Thirty Seconds to Mars, Arena Birmingham - review

Jared Leto is an actor, a singer, a showman – and on stage he is a king.

Published
Jared Leto - King of the stage

Bounding around the stage with his regal cape fluttering behind, the Thirty Seconds to Mars frontman commanded the arena.

When Jared said ‘jump’ the whole standing section of Arena Birmingham pogoed as one. When Jared said ‘stand up’ the seated audience leapt to their feet. And when Jared says ‘open up the mosh pit’ – well you better stand back.

There was certainly pressure on Leto to entertain as the trio had become two – lead guitarist Tomo Milicevic has pulled out of the Monolith Tour to deal with ‘personal issues’. Leaving just Leto and brother Shannon, on drums, to own the stage.

But from the moment the house lights went down, this didn't look like it would be a problem. The brothers certainly like to make an entrance.

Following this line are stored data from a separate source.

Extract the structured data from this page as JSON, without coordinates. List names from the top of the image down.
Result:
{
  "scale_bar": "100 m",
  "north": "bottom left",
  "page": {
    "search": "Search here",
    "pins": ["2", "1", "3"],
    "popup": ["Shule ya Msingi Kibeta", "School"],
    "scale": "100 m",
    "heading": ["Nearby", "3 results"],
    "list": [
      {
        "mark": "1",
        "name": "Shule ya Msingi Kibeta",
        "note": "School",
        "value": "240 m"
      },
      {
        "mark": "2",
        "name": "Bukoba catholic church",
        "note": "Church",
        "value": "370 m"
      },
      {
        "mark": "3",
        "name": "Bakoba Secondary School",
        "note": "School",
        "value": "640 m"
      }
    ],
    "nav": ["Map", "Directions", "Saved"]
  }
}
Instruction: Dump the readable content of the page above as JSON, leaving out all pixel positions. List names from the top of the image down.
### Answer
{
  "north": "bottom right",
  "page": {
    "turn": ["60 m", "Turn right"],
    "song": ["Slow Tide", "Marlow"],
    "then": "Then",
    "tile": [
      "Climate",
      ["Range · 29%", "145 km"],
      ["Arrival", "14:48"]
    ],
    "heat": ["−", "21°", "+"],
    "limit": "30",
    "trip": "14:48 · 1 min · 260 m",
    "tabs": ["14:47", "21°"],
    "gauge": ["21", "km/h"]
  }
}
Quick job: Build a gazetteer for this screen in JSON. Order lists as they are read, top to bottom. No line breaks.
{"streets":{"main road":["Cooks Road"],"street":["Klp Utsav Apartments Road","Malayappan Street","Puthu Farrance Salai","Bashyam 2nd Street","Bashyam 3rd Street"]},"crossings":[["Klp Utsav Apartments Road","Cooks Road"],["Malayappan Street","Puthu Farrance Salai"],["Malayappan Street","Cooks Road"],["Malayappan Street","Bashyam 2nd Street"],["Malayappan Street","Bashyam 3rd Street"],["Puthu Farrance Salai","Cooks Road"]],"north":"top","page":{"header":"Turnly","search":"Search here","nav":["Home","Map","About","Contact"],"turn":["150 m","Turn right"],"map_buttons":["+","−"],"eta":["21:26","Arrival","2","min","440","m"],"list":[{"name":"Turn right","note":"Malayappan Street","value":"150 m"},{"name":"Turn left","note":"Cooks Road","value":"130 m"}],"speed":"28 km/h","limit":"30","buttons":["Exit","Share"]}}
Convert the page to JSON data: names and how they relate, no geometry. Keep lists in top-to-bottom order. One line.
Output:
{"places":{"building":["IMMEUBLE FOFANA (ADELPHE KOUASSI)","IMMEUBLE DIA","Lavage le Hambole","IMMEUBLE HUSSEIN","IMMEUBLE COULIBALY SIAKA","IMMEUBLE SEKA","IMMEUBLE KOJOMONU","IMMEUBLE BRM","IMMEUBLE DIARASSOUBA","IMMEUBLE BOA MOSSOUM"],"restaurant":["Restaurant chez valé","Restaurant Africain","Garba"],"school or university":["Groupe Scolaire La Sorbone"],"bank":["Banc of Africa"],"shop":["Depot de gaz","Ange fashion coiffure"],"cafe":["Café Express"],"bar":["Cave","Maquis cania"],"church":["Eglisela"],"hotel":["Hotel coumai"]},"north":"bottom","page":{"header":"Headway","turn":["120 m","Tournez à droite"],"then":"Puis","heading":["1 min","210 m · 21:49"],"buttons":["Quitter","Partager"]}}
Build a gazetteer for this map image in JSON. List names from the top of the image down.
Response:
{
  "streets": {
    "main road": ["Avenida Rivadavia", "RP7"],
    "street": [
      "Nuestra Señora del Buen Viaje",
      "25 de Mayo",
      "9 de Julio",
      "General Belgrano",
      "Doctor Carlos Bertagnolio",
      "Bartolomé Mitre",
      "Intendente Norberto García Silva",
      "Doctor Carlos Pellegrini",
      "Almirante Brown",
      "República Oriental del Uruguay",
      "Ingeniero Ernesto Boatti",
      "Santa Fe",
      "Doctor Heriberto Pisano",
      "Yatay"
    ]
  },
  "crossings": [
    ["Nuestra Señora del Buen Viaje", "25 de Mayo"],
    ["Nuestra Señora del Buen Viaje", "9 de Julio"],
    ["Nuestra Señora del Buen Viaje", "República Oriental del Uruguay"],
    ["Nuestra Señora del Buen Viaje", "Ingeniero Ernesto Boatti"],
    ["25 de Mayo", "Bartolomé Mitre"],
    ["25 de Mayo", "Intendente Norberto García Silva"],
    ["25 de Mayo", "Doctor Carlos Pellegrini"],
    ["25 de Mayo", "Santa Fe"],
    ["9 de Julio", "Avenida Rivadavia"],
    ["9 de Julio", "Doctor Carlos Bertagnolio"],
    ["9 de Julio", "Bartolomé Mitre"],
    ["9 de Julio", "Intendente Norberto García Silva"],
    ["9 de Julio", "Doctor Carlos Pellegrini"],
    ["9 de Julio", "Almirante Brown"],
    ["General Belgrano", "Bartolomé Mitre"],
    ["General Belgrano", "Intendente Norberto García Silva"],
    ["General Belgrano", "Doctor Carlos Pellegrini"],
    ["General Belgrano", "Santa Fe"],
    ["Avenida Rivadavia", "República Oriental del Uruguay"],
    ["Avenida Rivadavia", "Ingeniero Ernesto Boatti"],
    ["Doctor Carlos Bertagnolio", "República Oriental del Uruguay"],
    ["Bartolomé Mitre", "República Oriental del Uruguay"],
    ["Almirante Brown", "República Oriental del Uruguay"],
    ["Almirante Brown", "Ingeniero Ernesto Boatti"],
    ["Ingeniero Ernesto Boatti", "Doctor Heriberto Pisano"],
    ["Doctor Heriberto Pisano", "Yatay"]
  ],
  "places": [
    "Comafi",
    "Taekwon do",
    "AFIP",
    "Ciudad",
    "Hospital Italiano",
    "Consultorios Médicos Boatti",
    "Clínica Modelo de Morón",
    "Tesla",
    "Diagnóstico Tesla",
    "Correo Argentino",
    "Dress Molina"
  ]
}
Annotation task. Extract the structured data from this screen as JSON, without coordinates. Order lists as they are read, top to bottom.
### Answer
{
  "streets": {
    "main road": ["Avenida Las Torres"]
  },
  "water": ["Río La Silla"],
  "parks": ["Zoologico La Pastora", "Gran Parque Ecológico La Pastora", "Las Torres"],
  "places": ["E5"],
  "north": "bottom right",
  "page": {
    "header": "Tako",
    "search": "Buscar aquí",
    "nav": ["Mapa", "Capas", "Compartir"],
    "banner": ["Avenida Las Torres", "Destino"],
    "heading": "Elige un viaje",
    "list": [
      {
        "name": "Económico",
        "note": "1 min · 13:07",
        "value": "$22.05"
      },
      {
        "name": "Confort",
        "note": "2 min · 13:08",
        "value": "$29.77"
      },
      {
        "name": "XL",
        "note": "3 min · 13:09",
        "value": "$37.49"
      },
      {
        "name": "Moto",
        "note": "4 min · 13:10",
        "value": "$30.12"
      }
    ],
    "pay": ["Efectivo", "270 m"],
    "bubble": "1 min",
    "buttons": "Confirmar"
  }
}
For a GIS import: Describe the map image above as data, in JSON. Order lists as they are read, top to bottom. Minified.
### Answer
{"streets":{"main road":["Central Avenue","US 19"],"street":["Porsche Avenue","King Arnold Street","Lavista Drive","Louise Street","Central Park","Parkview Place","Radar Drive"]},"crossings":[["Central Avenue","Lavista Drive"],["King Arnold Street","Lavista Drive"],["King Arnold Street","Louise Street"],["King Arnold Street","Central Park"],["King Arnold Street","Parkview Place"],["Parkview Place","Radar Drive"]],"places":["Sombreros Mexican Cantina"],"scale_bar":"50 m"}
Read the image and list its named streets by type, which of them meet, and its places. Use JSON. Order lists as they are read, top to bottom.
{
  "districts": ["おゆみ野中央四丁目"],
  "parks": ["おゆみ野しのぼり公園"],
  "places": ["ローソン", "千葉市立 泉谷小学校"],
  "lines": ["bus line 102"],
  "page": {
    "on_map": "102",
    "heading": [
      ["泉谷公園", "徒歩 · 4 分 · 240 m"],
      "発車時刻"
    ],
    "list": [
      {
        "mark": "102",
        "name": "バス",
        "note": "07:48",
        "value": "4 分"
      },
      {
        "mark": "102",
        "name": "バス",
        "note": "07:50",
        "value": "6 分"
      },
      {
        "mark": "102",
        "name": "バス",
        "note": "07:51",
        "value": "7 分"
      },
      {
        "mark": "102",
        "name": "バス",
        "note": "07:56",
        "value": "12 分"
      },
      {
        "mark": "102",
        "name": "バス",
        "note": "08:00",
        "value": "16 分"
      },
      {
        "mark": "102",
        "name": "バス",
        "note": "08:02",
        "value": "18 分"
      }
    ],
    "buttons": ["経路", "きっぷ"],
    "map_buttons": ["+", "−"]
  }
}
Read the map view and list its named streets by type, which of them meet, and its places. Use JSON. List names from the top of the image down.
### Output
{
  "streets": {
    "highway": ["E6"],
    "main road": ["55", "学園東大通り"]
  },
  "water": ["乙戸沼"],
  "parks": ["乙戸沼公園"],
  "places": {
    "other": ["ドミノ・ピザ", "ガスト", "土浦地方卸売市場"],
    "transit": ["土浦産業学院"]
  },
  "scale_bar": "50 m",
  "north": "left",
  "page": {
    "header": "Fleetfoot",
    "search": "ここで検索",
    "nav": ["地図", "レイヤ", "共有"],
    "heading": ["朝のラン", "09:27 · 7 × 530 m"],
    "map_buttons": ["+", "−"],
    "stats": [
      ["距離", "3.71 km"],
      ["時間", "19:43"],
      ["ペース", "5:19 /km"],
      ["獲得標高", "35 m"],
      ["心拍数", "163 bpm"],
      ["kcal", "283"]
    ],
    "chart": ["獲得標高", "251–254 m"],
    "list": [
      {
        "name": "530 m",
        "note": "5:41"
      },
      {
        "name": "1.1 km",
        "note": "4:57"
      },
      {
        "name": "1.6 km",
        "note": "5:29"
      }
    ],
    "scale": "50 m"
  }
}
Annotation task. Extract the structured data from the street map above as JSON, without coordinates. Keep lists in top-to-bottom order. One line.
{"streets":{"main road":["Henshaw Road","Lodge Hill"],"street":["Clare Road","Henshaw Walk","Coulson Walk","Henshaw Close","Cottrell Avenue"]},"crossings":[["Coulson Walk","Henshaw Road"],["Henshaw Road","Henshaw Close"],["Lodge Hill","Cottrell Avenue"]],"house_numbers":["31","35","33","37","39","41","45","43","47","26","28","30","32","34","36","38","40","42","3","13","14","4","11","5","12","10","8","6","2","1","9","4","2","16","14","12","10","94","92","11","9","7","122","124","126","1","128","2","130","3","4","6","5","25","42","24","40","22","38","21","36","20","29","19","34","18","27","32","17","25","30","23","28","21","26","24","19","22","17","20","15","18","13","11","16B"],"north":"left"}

In a sci-fi moment, lights appeared in a huge crate-like ‘monolith’ in the centre of the arena as the sides began to rise forming a huge lighting rig – and revealing Jared and Shannon Leto.

They fired into such energetic tracks as Up in the Air and the favourite Kings and Queens with the enthusiasm and stage presence of an entire band. Leto interacted with the crowd straight away and almost immediately had the arena jumping, clapping and singing along.

The anthemic Search and Destroy from the This is War album, followed by the title track, united the crowd in song before dozens of enormous, inflated balls descended on the arena to be bounced and kicked around.

Chatting to the crowd once more Jared, in glittery gauntlets befitting royalty, invited two fans – including a lively ‘Nathan from Birmingham’ on stage to lead a ‘sing-off’ between the two sides of the arena.

The exuberance reached a crescendo with their biggest hit The Kill (Bury Me) from 2006, before the energy levels were taken down a little for a beautiful cover of Rihanna’s Stay – performed with a sultriness that she could only dream of (and while fully clothed!)

The pace stepped up again with Hurricane, popular sing-along City of Angels, the ‘hard-core’ Night of the Hunter before going into the encore with Rider, a new song from their fifth album which will be released on April 6 (as Jared may have mentioned once or twice). A relatively tame song and surprising choice to end this section.

They returned with another new song, Walk on Water, which has been a recent chart hit and has a very catchy chorus to inject some excitement back into the eager-to-sing crowd.

Dozens of fans then joined the band on stage, with Jared hand-picking ‘the crazy ones’ to finish with another This is War classic Closer to the Edge.

This was the Jared Leto show – with the man and the music running at 100mph from the off. It is impossible not to be completely absorbed by this charismatic frontman and caught up in the energetic performance.

Leto is king and clearly adored by his thousands of loyal subjects. After last night’s performance – long live the king.